What a bizarre project, a kind of artistic porn film featuring French writer Michel Houellebecq and his wife. The Amsterdam artists’ collective KIRAC (Keep It Real Art Critics) came up with it and the Houellebecq couple accepted, contract and all. In it, artistic direction was entrusted entirely to Stefan Ruitenbeek of KIRAC. After seeing the trailer, Houellebecq regretted it. He felt cheated by Ruitenbeek and his ilk. After Houellebecq lost a court case in France, the case is now before the court in Amsterdam. A verdict will be given on Tuesday. As an outsider, I don’t have to decide who is right. That is the judge’s job.
Sensation and scandal aside, the case is interesting for another reason. After all, here are two artists facing each other, with a work of art – joint or otherwise – at stake.

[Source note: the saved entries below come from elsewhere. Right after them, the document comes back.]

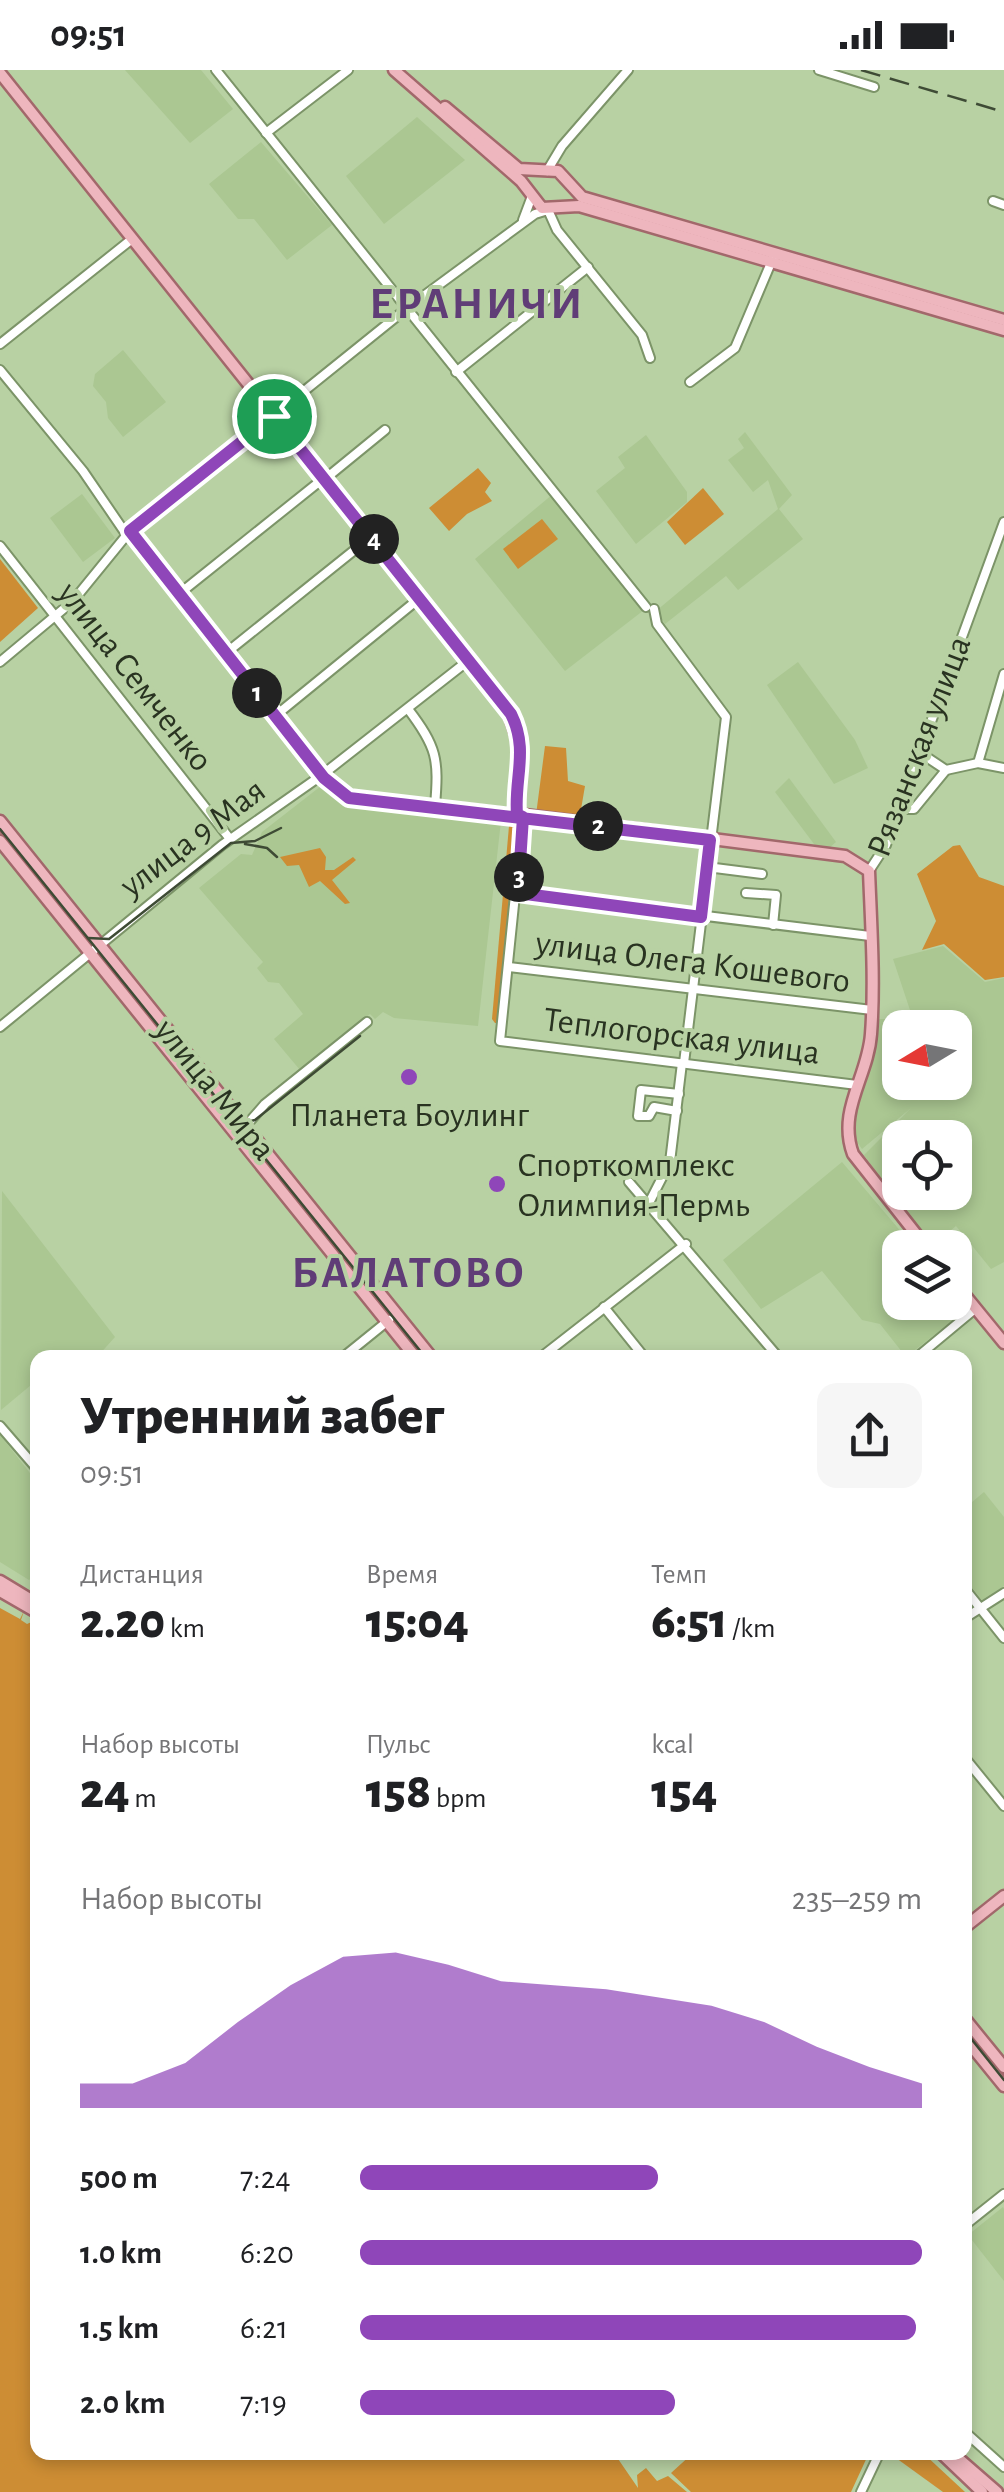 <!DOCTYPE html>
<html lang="ru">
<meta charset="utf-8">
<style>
:root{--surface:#fff;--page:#f6f6f6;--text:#202124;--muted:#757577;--accent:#8f46b9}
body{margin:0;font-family:"Alegreya Sans",sans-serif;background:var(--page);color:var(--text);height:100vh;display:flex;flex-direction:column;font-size:38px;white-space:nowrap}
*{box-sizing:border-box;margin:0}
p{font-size:32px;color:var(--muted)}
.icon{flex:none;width:55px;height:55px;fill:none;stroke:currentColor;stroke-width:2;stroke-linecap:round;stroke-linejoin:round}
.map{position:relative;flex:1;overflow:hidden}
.details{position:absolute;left:30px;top:1280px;width:942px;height:1110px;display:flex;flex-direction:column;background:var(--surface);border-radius:20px;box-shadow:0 5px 15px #0003}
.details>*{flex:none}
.needle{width:65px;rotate:260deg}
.tools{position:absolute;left:882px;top:940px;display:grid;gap:20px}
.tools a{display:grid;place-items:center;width:90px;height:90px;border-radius:20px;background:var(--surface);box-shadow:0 5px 15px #0003;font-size:50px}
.pin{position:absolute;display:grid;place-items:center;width:85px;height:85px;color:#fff;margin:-42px;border:5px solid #fff;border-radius:50%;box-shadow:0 2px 10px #0007}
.km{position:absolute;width:50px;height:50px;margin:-25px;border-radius:50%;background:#222;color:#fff;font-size:28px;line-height:50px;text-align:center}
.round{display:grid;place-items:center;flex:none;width:105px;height:105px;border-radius:20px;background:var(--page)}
.summary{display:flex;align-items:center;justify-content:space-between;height:170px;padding:0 50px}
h1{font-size:55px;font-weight:800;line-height:75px}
.stats{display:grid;grid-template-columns:repeat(3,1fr);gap:15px;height:170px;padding:10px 50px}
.stats div{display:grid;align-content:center}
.stats b{font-size:50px;font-weight:800}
.stats small{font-size:28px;font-weight:400}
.stats p{font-size:28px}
.chart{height:280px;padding:20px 50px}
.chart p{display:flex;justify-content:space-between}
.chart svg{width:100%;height:180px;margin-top:10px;fill:var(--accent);opacity:.7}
ul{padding:0 50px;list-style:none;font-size:32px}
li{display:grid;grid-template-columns:160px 120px 1fr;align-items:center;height:75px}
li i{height:25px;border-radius:12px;background:var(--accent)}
.status{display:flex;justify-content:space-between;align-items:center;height:70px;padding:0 50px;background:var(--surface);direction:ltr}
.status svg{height:28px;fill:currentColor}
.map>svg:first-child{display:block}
.built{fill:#abc792;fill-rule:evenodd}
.green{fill:#cd8d34}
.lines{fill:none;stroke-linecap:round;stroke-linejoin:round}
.minor-casing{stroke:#7c9468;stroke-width:12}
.major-casing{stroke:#a2686b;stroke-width:15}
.minor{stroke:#fff;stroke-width:8}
.major{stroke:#eeb6be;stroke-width:10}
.tram{stroke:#3e4b35;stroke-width:2.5}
.rail{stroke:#3e4b35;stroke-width:2.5;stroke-dasharray:20 10;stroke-linecap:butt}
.route-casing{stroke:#fff;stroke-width:20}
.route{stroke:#8f46b9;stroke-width:12}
.poi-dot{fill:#8f46b9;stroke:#b8d1a3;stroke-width:4}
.labels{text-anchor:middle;stroke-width:8;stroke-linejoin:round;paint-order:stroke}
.street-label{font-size:35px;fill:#293321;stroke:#b8d1a3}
.poi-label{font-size:35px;fill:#293321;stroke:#b8d1a3}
.district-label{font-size:45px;font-weight:bold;letter-spacing:2.5px;fill:#603d77;stroke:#b8d1a3}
</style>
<div class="status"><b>09:51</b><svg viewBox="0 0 49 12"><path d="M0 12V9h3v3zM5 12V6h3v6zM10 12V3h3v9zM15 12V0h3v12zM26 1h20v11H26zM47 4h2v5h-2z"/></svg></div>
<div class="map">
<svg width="1004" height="2422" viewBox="0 0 1004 2422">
<rect width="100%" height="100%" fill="#b8d1a3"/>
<g class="built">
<polygon points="125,0 201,0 233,39 190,73"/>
<polygon points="417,47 465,90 384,154 346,106"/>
<polygon points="261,72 332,155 287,190 254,149 238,149 209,114"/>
<polygon points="123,280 166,332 123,367 108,348 106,332 93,316 95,304"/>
<polygon points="745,362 792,425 779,439 803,469 738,520 726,506 665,554 656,541 778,439 768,410 753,422 728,390 744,378 738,369"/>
<polygon points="646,365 687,422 687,432 636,474 596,421 625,398 618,387"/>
<polygon points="82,424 115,468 83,492 50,448"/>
<polygon points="553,424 644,540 565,601 475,489"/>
<polygon points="798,592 855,670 868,698 834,714 767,615"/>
<polygon points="789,708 836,772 829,778 817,778 775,722"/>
<polygon points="321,716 342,732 501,751 478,956 394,948 383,942 375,949 370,944 300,1000 274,969 303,944 279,913 268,912 257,898 263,892 199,818 241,784 252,785 262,762"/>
<path d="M943,876L985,912L1004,908V1192L991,1199L956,1156L931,1177L864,1085L911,1038L862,1079L852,1065L875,949H891L899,956L913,949L893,889ZM900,958H955V1012L909,1013L919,1031L905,1012H900ZM900,1068H955V1122H900Z"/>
<polygon points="842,1092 914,1177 900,1178 900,1232 955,1232 955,1227 966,1240 906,1287 880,1254 862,1250 822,1201 761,1239 723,1190"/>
<polygon points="2,1121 115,1267 97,1287 63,1287 49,1282 38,1288 37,1310 1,1340"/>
<polygon points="0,1365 37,1412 37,1503 29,1510 0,1492"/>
<polygon points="984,1422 1004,1447 1004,1516 982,1530 965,1509 965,1438"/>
<polygon points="1003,2137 1004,2139 1004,2211 968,2165"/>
</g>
<g class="green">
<polygon points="478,398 491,413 485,422 492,431 467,444 449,461 429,438"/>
<polygon points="703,418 724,444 685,475 667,452"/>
<polygon points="542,449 558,469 518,499 503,479"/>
<polygon points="0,489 38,538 0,572"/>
<polygon points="545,676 566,678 568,711 585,716 579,751 536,745"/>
<polygon points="515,753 515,808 499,953 495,953 492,949 509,756"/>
<polygon points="960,775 979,807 1004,816 1004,907 985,910 944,874 922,880 936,851 917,804 953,776"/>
<polygon points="320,778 326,787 325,800 334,800 353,787 356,790 332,810 350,833 345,834 320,811 309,817 299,795 287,796 280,787"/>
<polygon points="0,1538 20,1549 24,1541 21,1550 27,1554 38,1549 38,2382 614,2383 638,2418 637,2405 646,2398 657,2411 668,2406 687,2422 0,2422"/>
<polygon points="693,2383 693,2382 869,2383 851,2422 691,2422 671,2403"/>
<polygon points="899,2383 923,2383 965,2422 943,2422 896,2388"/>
</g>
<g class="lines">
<defs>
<g id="minor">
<polyline points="216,0 646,537"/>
<polyline points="819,0 874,17"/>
<polyline points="266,63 348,0"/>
<polyline points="547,101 562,76 628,0"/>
<polyline points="993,131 1004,135"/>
<polyline points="523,150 532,126"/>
<polyline points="0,274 132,169"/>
<polyline points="0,300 83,401 126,464"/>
<polyline points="456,302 588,197"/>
<polyline points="690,312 735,278 773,188"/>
<polyline points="325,409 385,360"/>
<polyline points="130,461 341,724 517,744"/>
<polyline points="0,476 230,769"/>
<polyline points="179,524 324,408"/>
<polyline points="654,539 657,554 726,647 684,993"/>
<polyline points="226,583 372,466"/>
<polyline points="0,592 73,531 130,461 406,239 535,144 548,140 557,160 642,265 650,288"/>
<path d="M408,639C437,677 439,689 435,736"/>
<polyline points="275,646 421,527"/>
<polyline points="919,682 946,700 978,693 1004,698"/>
<polyline points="978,693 1004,604"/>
<polyline points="899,739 914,739 946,700"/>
<polyline points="523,747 500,971 857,1015"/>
<polyline points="707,797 762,804"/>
<polyline points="869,801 886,775 1004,452"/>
<polyline points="517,823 870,866"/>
<polyline points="746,823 776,825 773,855"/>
<polyline points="509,897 872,940"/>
<polyline points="0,957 222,775 322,705 469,590"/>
<polyline points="677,1041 654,1037 649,1046 638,1046 641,1020 679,1024"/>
<polyline points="243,1059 265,1034 367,952"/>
<polyline points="629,1112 779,1288"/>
<polyline points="650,1131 670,1092 682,993"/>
<polyline points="604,1237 645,1288"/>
<polyline points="342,1288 389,1250"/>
<polyline points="540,1288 686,1174"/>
<polyline points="916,1288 975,1239"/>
<polyline points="0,1356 38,1400"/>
<polyline points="965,1519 1004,1568"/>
<polyline points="965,1548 1004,1523"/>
<polyline points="965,1688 1004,1736"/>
<polyline points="965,2155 1004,2124"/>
<polyline points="965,2362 1004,2397"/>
<polyline points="861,2422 880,2382"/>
</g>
<g id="major">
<polyline points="394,0 521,111 542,138 579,136 1004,260"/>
<path d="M0,3L507,638L522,682L517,744L845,786L869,801C871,854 875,911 871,964C868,1007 837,1040 853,1084L927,1178"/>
<polyline points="445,37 519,99 558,101 582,127 1004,250"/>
<polyline points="0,751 432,1288"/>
<polyline points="0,771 416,1288"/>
<polyline points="955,1213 1004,1273"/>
<polyline points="0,1511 38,1534"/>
<polyline points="0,1521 38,1543"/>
<polyline points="965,1857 1004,1826"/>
<polyline points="965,1949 1004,1997"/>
<polyline points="965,1968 1004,2016"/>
<polyline points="940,2382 982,2422"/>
<polyline points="951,2382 997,2422"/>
</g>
</defs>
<use href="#minor" class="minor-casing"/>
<use href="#major" class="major-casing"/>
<use href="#minor" class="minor"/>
<use href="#major" class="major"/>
<g class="tram">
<polyline points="0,759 426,1288"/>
<polyline points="245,774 267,778 277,787"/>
<polyline points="88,868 109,869 231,773 255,771 281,758"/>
<polyline points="230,1049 243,1053 255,1050 360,966"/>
<polyline points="965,1961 1004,2010"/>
</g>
<polyline class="rail" points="861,0 1004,42"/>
</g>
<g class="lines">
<defs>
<path id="route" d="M274,346L130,461L324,708L349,728L710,770L701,847L518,823L523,747L517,744C514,708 529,680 511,644L274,346"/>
</defs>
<use href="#route" class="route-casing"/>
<use href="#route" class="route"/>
</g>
<g class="poi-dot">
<circle cx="409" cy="1007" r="10"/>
<circle cx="497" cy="1114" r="10"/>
</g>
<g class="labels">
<g class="street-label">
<text transform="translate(136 606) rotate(52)" y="12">улица Семченко</text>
<text transform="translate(918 676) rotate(-69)" y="12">Рязанская улица</text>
<text transform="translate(192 767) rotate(-37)" y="12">улица 9 Мая</text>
<text transform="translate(693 891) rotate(7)" y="12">улица Олега Кошевого</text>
<text transform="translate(682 965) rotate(7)" y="12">Теплогорская улица</text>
<text transform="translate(216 1019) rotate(51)" y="12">улица Мира</text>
</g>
<g class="poi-label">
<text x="409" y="1056">Планета Боулинг</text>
<text x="517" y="1106" text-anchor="start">Спорткомплекс<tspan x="517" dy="40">Олимпия-Пермь</tspan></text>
</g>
<g class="district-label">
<text x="477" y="248">ЕРАНИЧИ</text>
<text x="409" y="1217">БАЛАТОВО</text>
</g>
</g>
</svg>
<div class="tools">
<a><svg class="needle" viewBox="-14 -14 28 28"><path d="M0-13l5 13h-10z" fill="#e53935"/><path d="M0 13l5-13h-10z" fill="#757577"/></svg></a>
<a><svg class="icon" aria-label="locate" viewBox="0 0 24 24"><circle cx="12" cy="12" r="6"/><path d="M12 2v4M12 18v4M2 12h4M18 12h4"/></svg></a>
<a><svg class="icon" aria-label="layers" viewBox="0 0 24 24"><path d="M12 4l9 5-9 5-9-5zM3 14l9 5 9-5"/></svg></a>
</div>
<div class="pin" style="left:274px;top:346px;background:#1e9e55"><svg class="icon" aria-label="arrive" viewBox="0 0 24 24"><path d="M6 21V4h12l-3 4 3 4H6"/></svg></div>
<b class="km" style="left:257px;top:623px">1</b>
<b class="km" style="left:598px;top:756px">2</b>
<b class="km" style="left:519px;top:807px">3</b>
<b class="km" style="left:374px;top:469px">4</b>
<section class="details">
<div class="summary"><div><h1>Утренний забег</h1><p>09:51</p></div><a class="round"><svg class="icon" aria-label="share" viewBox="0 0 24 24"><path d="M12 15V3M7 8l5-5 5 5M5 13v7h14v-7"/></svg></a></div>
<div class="stats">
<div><p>Дистанция</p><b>2.20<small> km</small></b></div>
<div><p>Время</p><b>15:04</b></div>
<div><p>Темп</p><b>6:51<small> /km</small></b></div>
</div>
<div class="stats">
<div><p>Набор высоты</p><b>24<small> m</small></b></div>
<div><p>Пульс</p><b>158<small> bpm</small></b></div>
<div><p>kcal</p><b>154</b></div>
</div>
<div class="chart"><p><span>Набор высоты</span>235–259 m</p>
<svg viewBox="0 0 160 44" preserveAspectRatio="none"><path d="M0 44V38L10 38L20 33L30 23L40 14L50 7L60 6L70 9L80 13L90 14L100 15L110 17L120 19L130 23L140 29L150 34L160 38V44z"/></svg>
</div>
<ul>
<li><b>500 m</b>7:24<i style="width:53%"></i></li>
<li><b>1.0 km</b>6:20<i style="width:100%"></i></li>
<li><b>1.5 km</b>6:21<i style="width:99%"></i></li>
<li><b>2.0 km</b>7:19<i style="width:56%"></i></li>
</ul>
</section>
</div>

On one side, the world-famous writer, on the other, a much lesser-known artists’ collective, which has been defying the art world for several years with videos (now already 26 ‘Episodes’) on the internet that are as entertaining as they are critical and sometimes vicious.
The scandal that has now arisen means nothing new for KIRAC. The same happened with earlier Episodes, about the hollow pretensions of much contemporary art, about right-wing thinker Sid Lukkassen (who also performed in a kind of porn film, initially also voluntarily) and following protests at the Rietveld Academy about alleged racism and sexism. Themes not unfamiliar to Houellebecq either.
Ruitenbeek and his club constantly seek out discomfort, friction and disruption, where delusion and reality collide, and where the boundaries between fact and fiction, between play and seriousness evaporate. KIRAC makes art that can really hurt, with humour, mockery and self-mockery, but without neutralising band-aids. You only realise how rare that is when you look at what is usually considered ‘critical’ or ‘abrasive’ art – nine times out of ten, it deals with themes such as immigration, racism or climate, which are also abundantly on the agenda in the media and which invariably lead to the same views and conclusions in art. KIRAC pursues its own completely contrarian course. In this respect, too, they have something of Houellebecq.
No losing control
Their conflict basically boils down to the fact that one artist does not want to be dependent on the other. Houellebecq wants a say in the film KIRAC is making about him, but KIRAC does not want to hand over the direction. How unreasonable. But what artist wants that? Since the invention of aesthetic autonomy, the artist has been sovereign in his own work, and he does not want to cede that sovereignty to the state, to religion or to morality. And here, therefore, not to a colleague either.
That is precisely what distinguishes this case from a conflict between, say, an interviewer and an interviewee. In that, there is a relationship of inequality. That is different here, despite the difference in fame and wealth. Here, art struggles with itself. It is sometimes said: the best criticism of a work of art is another work of art. Does the same apply to the criticism of an artist? To find out, the court would have to decide to let KIRAC have its way. Perhaps sad for Houellebecq, a great writer in my eyes, who – bravely or foolishly – has sought danger himself. For art, on the other hand, it could be exciting to see what form this confrontation between two wayward artists takes. Not as a cage fight, but as a work of art.